The Role of Private Equity in DSO Growth
Private equity has played a major role in accelerating consolidation in dentistry. PE-backed DSOs often pursue:
- Multi-location rollups
- Regional expansion
- Specialty integrations (ortho, endo, OS)
- Multi-specialty networks
- Technology modernization
This influx of capital has moved the industry from fragmented, solo-practice ownership to a more modern, scalable model.
Common Misconceptions About DSOs
“DSOs control clinical decisions.”
False. By regulation, dentists maintain full clinical autonomy.
“DSOs are only for large groups.”
False. Many DSOs partner with smaller practices that want support without selling — meaning, the dentist owner can maintain a percentage of ownership and in some cases the dentist can own the majority share of the practice.

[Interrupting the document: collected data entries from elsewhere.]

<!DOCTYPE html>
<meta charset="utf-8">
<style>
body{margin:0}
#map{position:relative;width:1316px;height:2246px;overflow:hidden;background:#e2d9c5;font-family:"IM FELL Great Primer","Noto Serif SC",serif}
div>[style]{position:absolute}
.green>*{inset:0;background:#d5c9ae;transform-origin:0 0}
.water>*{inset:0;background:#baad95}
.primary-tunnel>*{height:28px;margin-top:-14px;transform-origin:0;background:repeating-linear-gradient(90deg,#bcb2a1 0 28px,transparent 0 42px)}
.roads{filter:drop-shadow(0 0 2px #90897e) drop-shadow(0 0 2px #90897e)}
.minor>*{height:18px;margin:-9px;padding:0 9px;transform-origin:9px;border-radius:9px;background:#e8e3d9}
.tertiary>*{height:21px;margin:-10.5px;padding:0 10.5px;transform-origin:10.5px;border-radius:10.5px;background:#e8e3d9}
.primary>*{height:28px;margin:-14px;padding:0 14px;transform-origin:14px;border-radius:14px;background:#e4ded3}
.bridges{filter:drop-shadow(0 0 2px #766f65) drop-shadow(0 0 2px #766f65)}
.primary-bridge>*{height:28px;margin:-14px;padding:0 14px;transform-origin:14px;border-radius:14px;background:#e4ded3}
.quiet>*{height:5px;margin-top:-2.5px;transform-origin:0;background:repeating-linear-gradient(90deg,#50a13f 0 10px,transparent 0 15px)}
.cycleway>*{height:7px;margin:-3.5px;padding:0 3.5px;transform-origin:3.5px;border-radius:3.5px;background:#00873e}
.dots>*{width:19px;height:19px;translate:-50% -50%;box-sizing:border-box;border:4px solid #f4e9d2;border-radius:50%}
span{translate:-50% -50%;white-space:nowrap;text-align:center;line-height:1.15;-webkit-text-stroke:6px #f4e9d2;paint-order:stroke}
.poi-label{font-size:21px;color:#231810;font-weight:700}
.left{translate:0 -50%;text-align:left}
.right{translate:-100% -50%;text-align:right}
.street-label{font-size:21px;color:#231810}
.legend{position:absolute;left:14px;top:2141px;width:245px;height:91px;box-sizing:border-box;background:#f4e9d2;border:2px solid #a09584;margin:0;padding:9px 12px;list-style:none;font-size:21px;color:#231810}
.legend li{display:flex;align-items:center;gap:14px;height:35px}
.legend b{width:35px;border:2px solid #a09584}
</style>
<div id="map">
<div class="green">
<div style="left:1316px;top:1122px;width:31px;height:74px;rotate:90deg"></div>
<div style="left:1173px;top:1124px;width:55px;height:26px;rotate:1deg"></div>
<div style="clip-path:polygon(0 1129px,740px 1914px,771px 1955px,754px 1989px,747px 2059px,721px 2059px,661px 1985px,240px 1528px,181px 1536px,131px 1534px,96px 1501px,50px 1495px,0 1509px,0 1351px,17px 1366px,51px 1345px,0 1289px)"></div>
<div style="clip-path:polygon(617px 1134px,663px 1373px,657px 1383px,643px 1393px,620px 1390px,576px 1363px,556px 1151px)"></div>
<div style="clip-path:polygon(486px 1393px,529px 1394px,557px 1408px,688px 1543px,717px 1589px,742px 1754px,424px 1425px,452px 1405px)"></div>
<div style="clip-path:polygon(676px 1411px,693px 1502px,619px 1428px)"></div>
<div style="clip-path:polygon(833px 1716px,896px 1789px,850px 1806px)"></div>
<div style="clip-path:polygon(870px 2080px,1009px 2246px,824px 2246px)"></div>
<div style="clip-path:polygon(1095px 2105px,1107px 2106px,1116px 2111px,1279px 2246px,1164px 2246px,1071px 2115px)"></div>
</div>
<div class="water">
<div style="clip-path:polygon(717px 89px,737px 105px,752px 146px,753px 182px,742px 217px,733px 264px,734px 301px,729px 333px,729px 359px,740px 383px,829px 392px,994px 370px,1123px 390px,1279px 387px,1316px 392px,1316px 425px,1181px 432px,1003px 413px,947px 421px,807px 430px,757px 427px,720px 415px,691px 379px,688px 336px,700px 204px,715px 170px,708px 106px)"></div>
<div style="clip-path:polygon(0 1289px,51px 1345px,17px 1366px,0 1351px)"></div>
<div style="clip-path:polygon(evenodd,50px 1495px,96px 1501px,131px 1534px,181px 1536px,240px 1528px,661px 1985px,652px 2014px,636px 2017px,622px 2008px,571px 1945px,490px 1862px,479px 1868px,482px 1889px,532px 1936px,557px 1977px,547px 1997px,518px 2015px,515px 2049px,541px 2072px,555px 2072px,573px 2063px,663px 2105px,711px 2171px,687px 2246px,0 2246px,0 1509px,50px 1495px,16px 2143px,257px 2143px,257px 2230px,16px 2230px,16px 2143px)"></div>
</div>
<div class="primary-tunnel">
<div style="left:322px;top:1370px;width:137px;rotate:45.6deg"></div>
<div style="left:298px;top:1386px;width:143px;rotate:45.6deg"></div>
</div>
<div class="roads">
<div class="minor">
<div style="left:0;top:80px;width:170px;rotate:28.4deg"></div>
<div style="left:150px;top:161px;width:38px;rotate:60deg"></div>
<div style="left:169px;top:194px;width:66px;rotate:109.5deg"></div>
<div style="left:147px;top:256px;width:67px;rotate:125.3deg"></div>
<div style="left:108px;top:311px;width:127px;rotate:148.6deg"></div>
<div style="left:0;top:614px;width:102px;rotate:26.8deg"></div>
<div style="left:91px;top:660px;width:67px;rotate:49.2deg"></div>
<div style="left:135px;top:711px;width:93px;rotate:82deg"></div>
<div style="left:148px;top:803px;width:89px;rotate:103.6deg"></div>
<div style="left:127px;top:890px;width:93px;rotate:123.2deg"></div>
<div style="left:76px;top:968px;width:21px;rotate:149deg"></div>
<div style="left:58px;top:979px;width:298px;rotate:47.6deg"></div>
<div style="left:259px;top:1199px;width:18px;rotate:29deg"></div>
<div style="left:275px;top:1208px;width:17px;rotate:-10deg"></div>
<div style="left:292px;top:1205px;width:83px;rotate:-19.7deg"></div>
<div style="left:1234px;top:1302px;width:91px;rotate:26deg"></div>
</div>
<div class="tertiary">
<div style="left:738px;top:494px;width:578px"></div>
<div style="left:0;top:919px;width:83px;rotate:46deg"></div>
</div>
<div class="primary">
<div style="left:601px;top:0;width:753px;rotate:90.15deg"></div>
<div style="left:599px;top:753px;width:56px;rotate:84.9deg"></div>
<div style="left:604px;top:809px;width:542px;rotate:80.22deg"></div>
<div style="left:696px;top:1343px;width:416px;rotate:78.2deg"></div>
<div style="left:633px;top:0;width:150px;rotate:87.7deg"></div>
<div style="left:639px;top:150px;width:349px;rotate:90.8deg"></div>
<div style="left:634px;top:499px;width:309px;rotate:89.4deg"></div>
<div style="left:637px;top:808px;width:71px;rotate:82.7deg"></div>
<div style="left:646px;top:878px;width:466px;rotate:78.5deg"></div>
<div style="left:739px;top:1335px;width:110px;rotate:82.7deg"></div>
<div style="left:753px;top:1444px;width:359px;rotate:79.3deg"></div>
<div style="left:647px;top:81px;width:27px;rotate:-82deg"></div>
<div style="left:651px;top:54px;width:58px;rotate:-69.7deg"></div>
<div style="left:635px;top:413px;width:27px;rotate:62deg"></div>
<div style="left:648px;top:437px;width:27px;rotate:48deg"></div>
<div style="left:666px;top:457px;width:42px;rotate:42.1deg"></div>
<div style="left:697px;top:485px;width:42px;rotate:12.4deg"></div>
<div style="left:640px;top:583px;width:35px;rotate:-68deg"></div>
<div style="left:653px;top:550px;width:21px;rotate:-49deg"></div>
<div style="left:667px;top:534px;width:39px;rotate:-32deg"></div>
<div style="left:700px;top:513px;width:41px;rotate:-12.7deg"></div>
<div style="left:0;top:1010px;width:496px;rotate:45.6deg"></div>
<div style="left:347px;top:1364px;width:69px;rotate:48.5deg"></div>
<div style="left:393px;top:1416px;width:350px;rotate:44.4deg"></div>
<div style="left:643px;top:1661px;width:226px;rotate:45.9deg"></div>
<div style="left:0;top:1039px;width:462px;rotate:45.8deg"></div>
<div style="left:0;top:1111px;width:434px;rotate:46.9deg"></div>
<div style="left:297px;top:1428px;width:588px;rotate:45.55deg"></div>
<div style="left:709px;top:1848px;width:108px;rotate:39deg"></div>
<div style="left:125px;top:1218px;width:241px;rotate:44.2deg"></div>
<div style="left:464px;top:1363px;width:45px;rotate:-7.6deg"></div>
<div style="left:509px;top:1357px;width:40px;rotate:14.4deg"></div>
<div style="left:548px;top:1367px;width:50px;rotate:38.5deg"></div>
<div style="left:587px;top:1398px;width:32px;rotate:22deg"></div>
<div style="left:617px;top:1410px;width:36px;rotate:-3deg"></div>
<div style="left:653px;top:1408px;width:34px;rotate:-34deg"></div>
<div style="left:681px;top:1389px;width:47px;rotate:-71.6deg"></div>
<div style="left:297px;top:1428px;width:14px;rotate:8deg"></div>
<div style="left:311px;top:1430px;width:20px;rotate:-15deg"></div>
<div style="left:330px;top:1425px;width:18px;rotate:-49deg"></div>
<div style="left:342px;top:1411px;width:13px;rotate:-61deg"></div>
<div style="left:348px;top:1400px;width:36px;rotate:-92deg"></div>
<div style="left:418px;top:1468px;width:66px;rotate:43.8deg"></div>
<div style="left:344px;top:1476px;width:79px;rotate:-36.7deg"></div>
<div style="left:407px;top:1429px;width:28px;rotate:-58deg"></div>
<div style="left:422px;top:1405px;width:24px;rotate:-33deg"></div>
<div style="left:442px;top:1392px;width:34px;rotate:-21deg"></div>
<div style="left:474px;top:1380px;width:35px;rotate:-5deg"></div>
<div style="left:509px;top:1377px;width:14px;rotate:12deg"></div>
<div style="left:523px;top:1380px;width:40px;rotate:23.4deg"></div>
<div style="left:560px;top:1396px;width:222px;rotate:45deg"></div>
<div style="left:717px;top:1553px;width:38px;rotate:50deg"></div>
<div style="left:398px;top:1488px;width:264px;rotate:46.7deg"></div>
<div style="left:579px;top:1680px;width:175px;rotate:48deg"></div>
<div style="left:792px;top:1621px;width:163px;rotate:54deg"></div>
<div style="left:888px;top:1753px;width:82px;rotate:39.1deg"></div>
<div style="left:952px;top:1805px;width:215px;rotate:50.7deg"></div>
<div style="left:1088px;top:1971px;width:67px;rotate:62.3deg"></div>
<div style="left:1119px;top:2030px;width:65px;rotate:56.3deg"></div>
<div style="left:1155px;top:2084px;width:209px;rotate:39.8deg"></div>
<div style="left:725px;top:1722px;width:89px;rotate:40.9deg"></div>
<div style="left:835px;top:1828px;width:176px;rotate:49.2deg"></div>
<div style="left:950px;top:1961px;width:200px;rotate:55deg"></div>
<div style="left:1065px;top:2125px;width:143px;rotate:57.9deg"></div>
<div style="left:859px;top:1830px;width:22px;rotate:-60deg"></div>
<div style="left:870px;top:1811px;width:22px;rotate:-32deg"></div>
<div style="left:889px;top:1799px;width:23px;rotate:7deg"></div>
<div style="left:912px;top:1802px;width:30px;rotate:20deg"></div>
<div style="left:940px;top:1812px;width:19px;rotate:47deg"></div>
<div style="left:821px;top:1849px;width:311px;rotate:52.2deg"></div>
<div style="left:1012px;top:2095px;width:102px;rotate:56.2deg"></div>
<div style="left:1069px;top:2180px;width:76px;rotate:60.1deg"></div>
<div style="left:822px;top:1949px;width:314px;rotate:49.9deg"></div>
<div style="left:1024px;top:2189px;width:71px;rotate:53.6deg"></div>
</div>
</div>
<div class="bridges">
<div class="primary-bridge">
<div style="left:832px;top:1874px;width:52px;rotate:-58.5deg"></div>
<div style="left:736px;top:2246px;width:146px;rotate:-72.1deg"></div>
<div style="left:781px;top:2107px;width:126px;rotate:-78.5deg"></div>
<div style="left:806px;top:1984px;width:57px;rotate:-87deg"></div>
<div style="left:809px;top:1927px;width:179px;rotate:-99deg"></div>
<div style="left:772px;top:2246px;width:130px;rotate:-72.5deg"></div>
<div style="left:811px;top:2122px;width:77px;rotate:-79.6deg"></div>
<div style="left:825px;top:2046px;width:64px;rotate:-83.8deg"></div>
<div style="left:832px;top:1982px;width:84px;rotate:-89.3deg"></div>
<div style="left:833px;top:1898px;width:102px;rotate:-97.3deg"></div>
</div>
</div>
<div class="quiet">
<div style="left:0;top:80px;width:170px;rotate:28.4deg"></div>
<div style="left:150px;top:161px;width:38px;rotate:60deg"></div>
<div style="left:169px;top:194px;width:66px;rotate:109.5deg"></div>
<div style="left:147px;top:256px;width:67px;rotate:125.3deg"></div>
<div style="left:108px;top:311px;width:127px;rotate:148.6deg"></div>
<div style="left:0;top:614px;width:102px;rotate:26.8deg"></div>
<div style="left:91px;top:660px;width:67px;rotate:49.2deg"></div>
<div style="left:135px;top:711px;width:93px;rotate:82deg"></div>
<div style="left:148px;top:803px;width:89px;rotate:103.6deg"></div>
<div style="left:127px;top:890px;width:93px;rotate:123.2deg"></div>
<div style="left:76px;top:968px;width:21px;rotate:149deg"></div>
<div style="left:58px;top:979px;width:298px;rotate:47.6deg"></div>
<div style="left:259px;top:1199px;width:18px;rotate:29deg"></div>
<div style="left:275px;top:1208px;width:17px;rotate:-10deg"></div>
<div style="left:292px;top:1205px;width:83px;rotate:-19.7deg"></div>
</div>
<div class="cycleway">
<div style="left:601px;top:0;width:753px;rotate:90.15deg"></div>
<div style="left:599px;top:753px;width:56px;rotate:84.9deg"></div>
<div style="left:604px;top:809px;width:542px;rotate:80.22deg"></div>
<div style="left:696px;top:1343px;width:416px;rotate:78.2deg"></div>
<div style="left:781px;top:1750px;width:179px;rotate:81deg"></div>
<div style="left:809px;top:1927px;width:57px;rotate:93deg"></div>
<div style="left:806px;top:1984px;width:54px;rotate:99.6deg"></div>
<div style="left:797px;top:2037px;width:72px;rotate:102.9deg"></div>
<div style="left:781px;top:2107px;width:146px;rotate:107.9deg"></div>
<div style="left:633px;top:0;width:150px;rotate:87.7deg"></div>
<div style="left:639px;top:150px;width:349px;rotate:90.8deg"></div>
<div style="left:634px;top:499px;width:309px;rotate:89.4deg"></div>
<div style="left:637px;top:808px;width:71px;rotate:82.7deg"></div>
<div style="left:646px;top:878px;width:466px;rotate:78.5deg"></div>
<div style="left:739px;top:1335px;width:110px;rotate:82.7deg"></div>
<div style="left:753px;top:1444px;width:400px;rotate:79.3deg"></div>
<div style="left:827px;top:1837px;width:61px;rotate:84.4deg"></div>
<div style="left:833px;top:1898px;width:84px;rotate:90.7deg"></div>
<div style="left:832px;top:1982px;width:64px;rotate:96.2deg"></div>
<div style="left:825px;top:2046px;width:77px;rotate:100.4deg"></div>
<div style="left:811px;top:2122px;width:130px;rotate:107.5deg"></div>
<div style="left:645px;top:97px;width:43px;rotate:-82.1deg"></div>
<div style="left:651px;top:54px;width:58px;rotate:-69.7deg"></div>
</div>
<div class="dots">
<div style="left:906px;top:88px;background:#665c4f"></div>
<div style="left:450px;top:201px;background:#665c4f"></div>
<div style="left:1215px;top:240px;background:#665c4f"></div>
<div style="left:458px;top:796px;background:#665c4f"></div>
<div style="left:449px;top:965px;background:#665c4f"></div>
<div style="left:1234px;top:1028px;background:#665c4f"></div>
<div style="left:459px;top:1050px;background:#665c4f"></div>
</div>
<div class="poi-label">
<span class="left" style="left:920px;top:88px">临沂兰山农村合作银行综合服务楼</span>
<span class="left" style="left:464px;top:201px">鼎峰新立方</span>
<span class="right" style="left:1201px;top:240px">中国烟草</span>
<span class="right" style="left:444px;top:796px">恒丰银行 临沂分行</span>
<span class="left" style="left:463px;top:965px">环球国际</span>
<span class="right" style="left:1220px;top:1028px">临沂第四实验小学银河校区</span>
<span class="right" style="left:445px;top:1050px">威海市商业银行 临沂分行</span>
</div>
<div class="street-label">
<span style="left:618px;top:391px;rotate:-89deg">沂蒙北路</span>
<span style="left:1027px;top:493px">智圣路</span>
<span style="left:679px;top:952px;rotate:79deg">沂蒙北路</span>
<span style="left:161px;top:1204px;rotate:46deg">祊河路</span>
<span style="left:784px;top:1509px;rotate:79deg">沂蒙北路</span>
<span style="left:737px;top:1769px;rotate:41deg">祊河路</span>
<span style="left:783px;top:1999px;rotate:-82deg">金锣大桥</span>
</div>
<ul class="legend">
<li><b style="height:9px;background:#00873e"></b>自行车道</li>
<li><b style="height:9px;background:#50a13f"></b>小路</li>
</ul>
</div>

“DSOs are only corporate dentistry.”
False. Today’s DSO landscape includes boutique groups, specialty networks, and hybrid models.
Types of DSOs
The industry is not one-size-fits-all. Common categories include:
- National DSOs (i.e. Aspen Dental, Heartland Dental) who maintain practices throughout the U.S.
- Regional DSOs
- Specialty DSOs (endo, ortho, OS)
- Multi-specialty groups — including general dentistry organizations that provide specialty services and/or combined general + specialty practice models
- De novo-focused DSOs — DSOs that start new practices from the ground up
- Hybrid and support-only models — some acquire 100% of the practice, others acquire a majority or minority share, and some offer both options
Each operates differently depending on strategy, geography, and clinical mix (and more).
Why DSOs Continue to Grow
Several tailwinds are driving consolidation:
- Rising administrative burden on dentists
- Student loan debt among younger clinicians
- Recruiting challenges for associates to join private / solo-practices
- Increased competition — DSOs can offer lower prices & longer service hours
- Technology costs
- Desire for better work-life balance
- Succession planning for retiring dentists
- Capital flowing into dental platforms
What DSOs Mean for the Future of Dentistry
DSOs are modernizing dentistry by introducing:
- Enterprise-level technology
- Data-driven decision-making
- Standardized workflows
- Training and leadership development
- Patient experience initiatives
- Scalable infrastructure
As consolidation continues, DSOs will increasingly shape clinical pathways, patient access, innovation, and the business side of dentistry.